▶ [Your instructions]: Report how many lines of the listing contain the string "viewBox", with no other words.

★ ★ ★

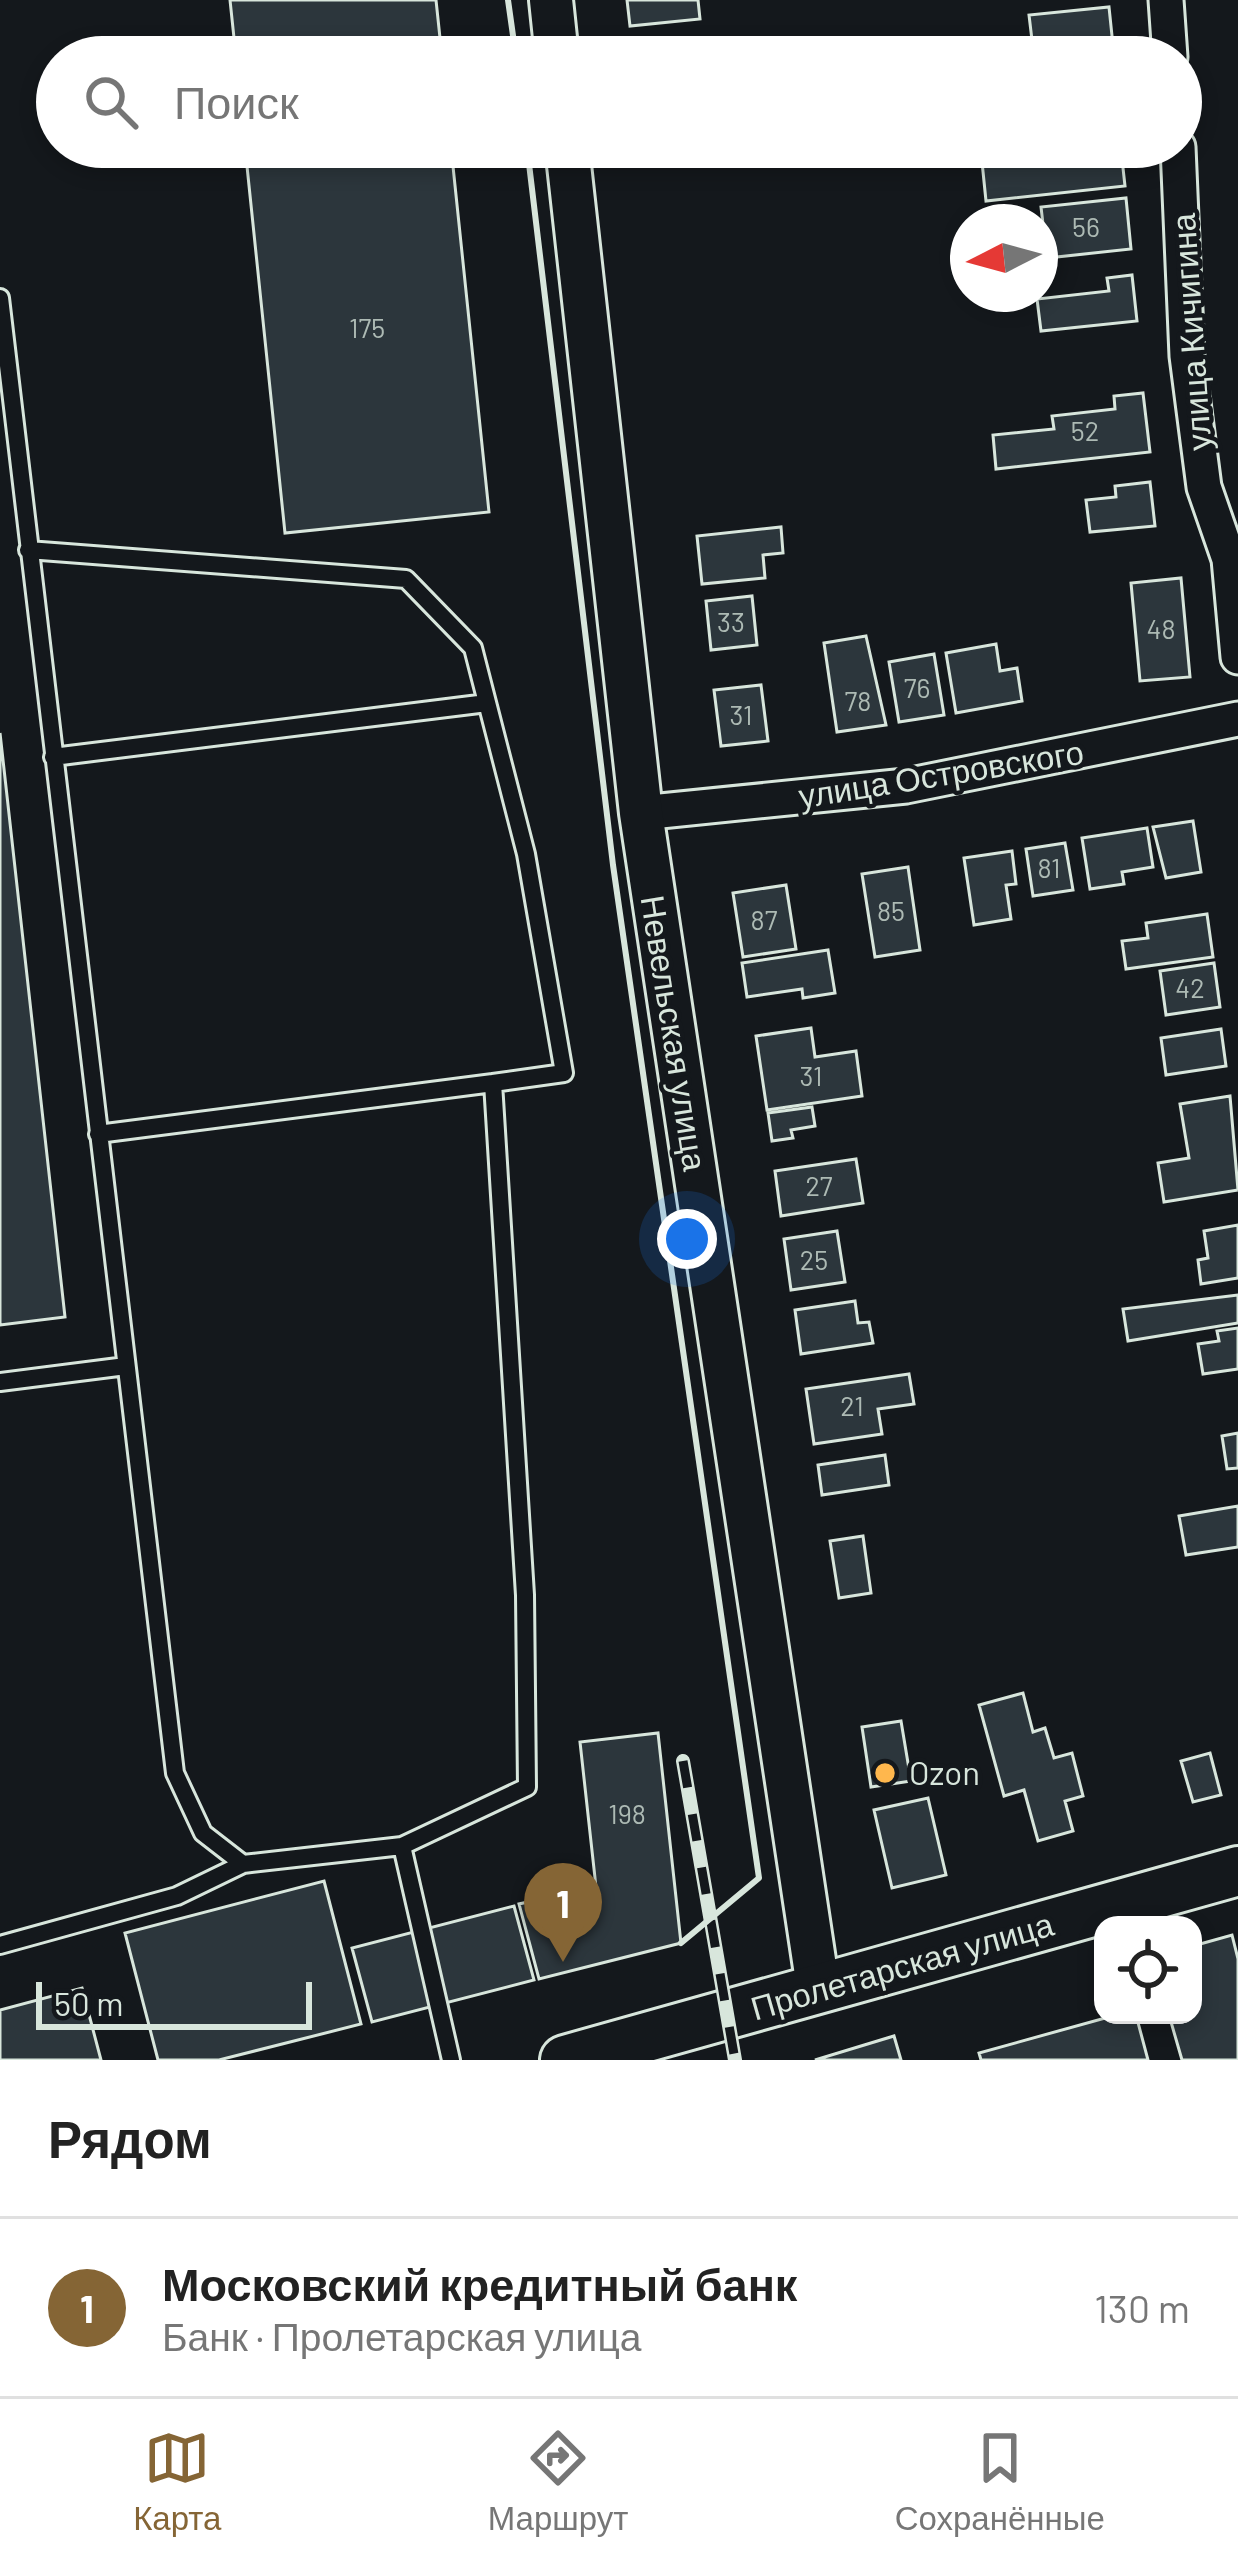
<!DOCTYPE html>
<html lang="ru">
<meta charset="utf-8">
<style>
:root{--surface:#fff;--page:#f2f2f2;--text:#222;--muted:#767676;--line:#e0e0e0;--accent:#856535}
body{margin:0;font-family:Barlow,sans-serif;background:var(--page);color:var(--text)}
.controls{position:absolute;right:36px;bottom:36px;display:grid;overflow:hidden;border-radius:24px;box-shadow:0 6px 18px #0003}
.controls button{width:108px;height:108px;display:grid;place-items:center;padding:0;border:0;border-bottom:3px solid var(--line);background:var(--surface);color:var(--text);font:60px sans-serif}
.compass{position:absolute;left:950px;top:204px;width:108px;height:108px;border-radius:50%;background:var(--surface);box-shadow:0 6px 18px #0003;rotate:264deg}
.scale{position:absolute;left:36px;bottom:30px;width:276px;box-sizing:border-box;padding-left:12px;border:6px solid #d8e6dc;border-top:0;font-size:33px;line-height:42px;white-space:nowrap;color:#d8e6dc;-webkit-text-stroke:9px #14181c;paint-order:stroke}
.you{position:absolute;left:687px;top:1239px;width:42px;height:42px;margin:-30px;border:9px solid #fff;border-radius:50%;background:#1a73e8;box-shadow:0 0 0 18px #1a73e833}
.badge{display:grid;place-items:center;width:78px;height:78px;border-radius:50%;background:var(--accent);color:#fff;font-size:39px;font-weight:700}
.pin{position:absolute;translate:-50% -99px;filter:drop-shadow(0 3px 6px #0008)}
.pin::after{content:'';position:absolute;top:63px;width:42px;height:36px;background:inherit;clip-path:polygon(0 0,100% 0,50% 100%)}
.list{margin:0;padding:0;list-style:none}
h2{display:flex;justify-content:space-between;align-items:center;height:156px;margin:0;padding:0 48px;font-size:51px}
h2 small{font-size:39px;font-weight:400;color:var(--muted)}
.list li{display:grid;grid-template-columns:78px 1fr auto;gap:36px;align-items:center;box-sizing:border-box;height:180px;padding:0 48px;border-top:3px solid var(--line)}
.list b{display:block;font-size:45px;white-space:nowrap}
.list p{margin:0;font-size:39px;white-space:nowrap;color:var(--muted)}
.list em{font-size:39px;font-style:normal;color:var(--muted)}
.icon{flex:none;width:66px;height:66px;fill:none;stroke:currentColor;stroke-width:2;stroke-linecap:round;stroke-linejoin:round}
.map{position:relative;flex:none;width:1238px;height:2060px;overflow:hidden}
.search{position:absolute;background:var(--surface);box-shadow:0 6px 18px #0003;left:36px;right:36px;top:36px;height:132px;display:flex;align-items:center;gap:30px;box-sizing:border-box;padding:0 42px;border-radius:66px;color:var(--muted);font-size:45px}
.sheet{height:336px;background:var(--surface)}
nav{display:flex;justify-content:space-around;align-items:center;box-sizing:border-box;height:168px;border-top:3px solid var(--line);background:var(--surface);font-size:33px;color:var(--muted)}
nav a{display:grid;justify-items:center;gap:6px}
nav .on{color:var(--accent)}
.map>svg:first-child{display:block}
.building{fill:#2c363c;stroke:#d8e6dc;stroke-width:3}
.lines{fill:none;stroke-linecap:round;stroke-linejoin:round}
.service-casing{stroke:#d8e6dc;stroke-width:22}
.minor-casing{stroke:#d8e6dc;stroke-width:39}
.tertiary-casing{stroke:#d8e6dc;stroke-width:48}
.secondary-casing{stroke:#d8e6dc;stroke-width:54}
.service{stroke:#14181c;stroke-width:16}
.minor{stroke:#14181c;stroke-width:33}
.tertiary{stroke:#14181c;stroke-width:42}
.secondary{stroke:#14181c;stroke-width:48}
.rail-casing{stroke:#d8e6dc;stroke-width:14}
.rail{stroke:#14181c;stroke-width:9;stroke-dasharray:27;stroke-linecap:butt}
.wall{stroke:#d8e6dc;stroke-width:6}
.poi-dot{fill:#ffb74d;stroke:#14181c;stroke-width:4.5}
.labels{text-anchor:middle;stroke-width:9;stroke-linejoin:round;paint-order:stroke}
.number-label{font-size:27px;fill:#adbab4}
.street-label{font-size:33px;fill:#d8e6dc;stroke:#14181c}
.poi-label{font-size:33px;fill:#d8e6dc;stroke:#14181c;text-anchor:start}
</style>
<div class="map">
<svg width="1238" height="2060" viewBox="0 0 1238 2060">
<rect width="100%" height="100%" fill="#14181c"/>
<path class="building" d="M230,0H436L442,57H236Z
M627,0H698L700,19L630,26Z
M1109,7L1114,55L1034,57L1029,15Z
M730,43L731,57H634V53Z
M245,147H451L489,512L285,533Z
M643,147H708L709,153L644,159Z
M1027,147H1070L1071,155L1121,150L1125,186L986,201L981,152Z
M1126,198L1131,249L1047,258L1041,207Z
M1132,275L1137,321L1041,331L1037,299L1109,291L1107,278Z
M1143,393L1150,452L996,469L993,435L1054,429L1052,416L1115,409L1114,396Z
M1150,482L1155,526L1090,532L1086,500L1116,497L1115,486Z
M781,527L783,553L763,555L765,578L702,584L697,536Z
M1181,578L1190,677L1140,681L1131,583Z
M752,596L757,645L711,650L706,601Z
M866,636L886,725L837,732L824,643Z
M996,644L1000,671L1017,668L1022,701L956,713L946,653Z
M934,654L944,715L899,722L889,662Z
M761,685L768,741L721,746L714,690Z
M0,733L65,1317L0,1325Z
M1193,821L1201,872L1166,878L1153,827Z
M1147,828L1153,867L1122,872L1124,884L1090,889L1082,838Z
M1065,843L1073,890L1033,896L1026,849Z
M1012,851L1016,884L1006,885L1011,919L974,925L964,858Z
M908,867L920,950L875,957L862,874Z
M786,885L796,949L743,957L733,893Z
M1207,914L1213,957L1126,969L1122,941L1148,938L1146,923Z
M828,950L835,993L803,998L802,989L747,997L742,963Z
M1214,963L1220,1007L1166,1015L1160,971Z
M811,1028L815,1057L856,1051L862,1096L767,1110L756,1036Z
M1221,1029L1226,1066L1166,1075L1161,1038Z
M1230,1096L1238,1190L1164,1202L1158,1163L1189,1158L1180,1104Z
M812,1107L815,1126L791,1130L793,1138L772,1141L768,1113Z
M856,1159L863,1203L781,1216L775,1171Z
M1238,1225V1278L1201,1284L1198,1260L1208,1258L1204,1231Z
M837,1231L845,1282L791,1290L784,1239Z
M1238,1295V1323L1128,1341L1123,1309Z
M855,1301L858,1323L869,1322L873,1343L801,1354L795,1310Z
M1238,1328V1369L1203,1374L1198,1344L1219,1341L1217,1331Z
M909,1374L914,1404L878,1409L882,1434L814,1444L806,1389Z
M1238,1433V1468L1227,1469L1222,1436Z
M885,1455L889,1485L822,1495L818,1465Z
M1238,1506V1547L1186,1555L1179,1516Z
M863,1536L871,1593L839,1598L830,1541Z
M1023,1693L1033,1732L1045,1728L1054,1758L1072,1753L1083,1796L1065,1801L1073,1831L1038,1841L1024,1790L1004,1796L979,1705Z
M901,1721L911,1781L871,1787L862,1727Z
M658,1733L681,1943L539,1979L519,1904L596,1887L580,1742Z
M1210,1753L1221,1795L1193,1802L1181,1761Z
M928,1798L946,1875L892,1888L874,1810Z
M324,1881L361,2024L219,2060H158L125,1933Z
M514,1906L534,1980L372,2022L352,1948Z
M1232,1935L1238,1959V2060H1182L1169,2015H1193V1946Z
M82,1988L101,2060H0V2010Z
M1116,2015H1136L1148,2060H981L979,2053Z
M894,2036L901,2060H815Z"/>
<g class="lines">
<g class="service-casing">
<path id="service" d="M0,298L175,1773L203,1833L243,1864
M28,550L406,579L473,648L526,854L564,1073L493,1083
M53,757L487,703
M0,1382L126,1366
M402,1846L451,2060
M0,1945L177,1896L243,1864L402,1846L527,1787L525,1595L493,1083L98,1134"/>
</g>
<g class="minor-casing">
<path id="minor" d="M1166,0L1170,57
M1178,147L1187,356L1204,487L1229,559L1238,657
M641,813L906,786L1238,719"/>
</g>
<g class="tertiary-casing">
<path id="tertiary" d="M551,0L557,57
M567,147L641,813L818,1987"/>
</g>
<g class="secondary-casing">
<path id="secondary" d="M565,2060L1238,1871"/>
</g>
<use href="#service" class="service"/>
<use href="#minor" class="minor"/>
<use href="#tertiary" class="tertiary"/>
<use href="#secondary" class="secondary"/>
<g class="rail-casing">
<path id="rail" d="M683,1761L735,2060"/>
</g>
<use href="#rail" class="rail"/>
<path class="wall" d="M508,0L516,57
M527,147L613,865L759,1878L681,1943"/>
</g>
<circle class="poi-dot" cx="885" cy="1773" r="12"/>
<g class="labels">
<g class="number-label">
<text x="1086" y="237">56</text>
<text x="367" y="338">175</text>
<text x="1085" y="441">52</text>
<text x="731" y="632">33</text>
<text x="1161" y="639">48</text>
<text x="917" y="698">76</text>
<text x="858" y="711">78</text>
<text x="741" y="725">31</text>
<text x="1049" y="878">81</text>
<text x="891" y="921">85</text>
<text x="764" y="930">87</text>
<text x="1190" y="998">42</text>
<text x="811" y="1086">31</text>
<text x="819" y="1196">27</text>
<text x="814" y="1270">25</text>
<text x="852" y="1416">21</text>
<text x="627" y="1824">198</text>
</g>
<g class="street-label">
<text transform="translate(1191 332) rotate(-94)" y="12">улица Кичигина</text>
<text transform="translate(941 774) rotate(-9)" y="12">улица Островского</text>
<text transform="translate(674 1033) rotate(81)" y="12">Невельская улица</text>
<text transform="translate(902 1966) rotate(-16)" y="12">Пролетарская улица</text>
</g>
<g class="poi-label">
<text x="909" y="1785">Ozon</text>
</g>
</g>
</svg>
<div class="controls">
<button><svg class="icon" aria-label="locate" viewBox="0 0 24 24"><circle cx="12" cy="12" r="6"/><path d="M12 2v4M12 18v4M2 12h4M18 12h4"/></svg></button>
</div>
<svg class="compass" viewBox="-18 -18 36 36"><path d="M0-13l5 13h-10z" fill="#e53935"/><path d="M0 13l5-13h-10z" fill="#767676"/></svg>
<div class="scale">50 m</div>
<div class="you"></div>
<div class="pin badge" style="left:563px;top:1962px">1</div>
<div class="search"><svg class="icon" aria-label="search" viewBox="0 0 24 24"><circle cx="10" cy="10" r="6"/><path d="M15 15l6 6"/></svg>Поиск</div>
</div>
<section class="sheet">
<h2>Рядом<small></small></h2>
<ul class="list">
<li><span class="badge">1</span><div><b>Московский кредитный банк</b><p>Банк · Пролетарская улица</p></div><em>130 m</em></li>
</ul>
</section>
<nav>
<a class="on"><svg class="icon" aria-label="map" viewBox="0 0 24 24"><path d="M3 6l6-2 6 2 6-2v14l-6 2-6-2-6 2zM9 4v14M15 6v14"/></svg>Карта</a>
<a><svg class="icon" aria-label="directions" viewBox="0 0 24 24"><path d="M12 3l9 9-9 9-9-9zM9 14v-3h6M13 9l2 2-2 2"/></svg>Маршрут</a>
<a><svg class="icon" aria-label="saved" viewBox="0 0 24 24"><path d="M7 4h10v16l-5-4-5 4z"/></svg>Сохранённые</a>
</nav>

★ ★ ★

▶ [Solved exercise]: 7